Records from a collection

%%

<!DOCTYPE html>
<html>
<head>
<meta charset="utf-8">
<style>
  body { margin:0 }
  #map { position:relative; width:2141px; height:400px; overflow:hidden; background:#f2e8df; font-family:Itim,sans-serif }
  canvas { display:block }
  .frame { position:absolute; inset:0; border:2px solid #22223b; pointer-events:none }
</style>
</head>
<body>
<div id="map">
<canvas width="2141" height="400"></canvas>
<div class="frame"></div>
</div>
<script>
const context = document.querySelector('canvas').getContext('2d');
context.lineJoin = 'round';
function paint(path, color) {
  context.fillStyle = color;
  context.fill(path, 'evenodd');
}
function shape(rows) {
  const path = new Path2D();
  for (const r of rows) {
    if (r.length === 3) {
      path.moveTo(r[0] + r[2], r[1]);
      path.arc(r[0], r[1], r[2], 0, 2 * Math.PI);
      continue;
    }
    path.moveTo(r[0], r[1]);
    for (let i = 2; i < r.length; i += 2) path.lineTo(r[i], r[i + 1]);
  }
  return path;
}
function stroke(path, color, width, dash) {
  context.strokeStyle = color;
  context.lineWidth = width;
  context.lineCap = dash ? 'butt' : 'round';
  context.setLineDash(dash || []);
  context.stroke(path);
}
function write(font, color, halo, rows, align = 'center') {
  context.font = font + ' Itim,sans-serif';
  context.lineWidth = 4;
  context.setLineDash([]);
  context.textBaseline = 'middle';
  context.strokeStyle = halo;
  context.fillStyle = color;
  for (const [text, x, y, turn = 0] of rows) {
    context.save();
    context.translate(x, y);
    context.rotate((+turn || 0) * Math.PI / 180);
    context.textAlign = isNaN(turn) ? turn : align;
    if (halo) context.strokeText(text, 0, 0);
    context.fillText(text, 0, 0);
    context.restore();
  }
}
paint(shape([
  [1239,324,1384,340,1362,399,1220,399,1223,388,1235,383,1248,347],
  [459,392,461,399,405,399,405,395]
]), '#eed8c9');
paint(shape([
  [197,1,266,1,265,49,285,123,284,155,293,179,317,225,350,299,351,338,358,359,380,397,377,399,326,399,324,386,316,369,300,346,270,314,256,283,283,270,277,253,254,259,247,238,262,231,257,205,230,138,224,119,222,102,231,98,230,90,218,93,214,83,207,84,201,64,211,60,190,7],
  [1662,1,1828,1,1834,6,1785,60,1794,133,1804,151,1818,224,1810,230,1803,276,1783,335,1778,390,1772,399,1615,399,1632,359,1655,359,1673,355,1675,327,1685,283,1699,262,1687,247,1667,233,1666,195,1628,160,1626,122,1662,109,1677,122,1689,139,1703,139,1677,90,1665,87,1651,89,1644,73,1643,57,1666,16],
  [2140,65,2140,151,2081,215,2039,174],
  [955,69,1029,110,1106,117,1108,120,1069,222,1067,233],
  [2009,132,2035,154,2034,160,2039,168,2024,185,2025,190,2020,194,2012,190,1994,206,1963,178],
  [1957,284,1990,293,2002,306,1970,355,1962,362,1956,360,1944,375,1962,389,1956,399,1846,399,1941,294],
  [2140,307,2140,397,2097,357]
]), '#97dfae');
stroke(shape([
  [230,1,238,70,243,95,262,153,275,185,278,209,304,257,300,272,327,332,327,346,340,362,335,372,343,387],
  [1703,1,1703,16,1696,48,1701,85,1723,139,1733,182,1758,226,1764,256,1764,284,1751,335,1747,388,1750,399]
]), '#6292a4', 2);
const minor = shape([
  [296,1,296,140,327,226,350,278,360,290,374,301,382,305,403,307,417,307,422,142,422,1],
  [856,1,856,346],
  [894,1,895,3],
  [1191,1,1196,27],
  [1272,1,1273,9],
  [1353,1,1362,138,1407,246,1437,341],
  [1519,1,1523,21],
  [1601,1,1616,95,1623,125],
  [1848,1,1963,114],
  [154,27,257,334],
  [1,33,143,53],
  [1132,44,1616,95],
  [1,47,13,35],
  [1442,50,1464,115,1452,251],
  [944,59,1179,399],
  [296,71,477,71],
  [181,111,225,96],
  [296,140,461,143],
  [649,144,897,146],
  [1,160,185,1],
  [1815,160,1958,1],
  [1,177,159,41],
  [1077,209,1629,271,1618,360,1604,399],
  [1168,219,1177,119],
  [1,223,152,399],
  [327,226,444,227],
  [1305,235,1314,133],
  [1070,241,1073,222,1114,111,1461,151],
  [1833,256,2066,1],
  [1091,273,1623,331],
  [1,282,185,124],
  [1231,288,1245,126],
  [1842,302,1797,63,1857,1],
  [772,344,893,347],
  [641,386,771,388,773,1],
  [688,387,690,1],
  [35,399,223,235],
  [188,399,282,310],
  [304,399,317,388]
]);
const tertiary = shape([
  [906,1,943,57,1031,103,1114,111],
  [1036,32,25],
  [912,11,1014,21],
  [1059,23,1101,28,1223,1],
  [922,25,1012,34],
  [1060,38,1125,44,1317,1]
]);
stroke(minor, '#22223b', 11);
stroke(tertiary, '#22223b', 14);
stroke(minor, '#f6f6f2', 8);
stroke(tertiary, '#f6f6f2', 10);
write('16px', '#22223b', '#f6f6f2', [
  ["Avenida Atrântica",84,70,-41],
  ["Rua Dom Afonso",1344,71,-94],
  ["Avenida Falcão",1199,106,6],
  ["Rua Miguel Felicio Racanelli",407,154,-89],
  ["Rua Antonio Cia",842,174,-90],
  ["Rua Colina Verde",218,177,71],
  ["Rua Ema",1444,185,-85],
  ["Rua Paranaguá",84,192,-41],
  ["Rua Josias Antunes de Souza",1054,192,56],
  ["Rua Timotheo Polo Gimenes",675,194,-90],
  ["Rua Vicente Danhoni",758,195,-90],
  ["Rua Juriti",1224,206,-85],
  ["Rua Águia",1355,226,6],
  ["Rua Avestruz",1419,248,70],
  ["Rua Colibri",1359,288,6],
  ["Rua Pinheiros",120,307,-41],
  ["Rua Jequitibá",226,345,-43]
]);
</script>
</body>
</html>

%%

### [Assignment]
Repeat only the lines above, from the first line of the entries through the line that contains "context = document.querySelector('canvas').getContext('2d');", including both ends.

### [Response]
<!DOCTYPE html>
<html>
<head>
<meta charset="utf-8">
<style>
  body { margin:0 }
  #map { position:relative; width:2141px; height:400px; overflow:hidden; background:#f2e8df; font-family:Itim,sans-serif }
  canvas { display:block }
  .frame { position:absolute; inset:0; border:2px solid #22223b; pointer-events:none }
</style>
</head>
<body>
<div id="map">
<canvas width="2141" height="400"></canvas>
<div class="frame"></div>
</div>
<script>
const context = document.querySelector('canvas').getContext('2d');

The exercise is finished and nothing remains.